Sebelum mengarah ke perbuatan inkonstitusional maka kita jelaskan terlebih dulu mengenai anggapan Gus Dur lengser dari Presiden. Banyak yang beranggapan Gus Dur tumbang karena kasus korupsi. Padahal dalam krisis konstitusional itu ada dua opsi yang ditawarkan oleh Gus Dur: pertama, pelimpahan tugas konstitusional dan kedua, menggunakan Tap MPR Nomor III tahun 1978. (Arie Sulistyoko: 2016)

Dalam opsi pertama dibentuk semacam tim perncari fakta kemudian Gus Dur mengundurkan diri dan melimpahkan kepada Wakil Presiden. Ini adalah bentuk sifat negarawan seorang Gus Dur namun opsi ini ditolak, padahal opsi ini merupakan opsi konstitusional karena dibenarkan oleh konstitusi.

Kemudian opsi kedua yakni menggunakan mekanisme yang tercatat dalam Tap MPR No III tahun 1978, dimana dugaan-dugaan kesalahan yang dialamatkan kepada Gus Dur supaya dibuktikan terlebih dulu di Pengadilan.
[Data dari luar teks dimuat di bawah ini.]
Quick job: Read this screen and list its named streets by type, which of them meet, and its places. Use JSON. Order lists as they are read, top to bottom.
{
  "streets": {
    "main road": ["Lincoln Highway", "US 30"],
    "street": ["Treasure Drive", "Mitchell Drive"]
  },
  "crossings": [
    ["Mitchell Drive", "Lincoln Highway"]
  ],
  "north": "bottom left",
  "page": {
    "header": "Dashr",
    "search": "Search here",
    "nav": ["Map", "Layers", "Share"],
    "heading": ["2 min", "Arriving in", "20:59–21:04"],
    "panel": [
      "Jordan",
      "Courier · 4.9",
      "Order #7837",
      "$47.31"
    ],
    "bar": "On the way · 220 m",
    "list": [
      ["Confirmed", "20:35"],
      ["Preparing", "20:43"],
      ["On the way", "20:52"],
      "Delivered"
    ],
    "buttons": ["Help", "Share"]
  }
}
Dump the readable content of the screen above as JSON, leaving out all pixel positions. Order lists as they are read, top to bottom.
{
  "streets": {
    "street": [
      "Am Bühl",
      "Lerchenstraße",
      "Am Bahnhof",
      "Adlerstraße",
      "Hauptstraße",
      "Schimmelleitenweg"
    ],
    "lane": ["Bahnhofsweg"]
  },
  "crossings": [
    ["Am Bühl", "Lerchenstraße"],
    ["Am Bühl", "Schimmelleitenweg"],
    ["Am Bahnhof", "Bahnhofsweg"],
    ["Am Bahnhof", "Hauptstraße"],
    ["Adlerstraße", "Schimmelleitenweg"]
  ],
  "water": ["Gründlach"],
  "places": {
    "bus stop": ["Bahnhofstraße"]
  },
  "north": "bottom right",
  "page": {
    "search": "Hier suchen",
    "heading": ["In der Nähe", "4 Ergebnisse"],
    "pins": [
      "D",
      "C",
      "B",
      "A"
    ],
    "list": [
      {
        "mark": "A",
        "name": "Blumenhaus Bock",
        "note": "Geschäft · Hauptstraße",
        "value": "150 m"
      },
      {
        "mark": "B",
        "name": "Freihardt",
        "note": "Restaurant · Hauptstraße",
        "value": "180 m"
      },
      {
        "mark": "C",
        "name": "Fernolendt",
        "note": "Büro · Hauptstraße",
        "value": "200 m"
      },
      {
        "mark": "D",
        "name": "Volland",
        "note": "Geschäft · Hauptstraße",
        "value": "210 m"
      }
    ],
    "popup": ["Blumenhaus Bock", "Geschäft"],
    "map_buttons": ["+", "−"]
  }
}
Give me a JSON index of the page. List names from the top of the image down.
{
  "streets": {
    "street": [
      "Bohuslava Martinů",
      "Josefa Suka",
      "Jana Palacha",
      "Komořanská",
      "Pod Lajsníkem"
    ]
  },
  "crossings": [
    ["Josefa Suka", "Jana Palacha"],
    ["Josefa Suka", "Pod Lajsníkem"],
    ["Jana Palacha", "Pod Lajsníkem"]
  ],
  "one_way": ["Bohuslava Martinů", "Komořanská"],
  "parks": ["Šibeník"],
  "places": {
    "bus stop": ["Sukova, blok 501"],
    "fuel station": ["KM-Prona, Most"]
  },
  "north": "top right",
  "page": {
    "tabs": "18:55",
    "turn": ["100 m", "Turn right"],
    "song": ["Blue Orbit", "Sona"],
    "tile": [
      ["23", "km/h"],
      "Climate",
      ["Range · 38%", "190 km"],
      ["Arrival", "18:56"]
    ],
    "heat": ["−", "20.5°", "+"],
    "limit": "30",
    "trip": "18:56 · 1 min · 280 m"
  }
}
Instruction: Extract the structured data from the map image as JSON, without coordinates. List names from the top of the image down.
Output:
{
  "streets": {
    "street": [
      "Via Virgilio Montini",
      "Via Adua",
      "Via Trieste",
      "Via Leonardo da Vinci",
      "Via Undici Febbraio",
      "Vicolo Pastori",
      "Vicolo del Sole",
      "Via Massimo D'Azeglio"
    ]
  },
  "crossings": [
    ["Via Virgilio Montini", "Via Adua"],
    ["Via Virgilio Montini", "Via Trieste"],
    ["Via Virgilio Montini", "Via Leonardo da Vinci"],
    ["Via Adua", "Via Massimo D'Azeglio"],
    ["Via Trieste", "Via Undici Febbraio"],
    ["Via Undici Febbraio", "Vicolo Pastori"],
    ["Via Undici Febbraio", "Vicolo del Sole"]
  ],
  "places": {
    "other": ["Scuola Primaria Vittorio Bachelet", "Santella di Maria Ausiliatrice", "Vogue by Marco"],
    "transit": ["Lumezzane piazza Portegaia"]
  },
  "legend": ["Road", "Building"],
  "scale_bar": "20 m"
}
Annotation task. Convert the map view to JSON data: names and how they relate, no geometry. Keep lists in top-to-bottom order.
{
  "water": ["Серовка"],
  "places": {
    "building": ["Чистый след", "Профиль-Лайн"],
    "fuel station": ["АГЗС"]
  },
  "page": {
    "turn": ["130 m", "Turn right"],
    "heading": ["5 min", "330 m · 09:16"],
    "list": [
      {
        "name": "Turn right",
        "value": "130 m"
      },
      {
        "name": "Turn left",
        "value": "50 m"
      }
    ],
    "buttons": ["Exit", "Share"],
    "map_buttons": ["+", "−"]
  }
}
Jika Gus Dur terbukti melakukan tindakan pidana maka MPR atas nama hukum sah memecat Gus Dur dari krusi presiden.

Namun, para pelengser Gus Dur tidak menginginkan kedua cara tersebut, padahal cara-cara di atas merupakan cara-cara yang dibenarkan dalam konstitusi. Untuk itu para pelengser Gus Dur memang berniat untuk menjatuhkan nama Gus Dur dengan label “Gus Dur dipecat sebagai Presiden”.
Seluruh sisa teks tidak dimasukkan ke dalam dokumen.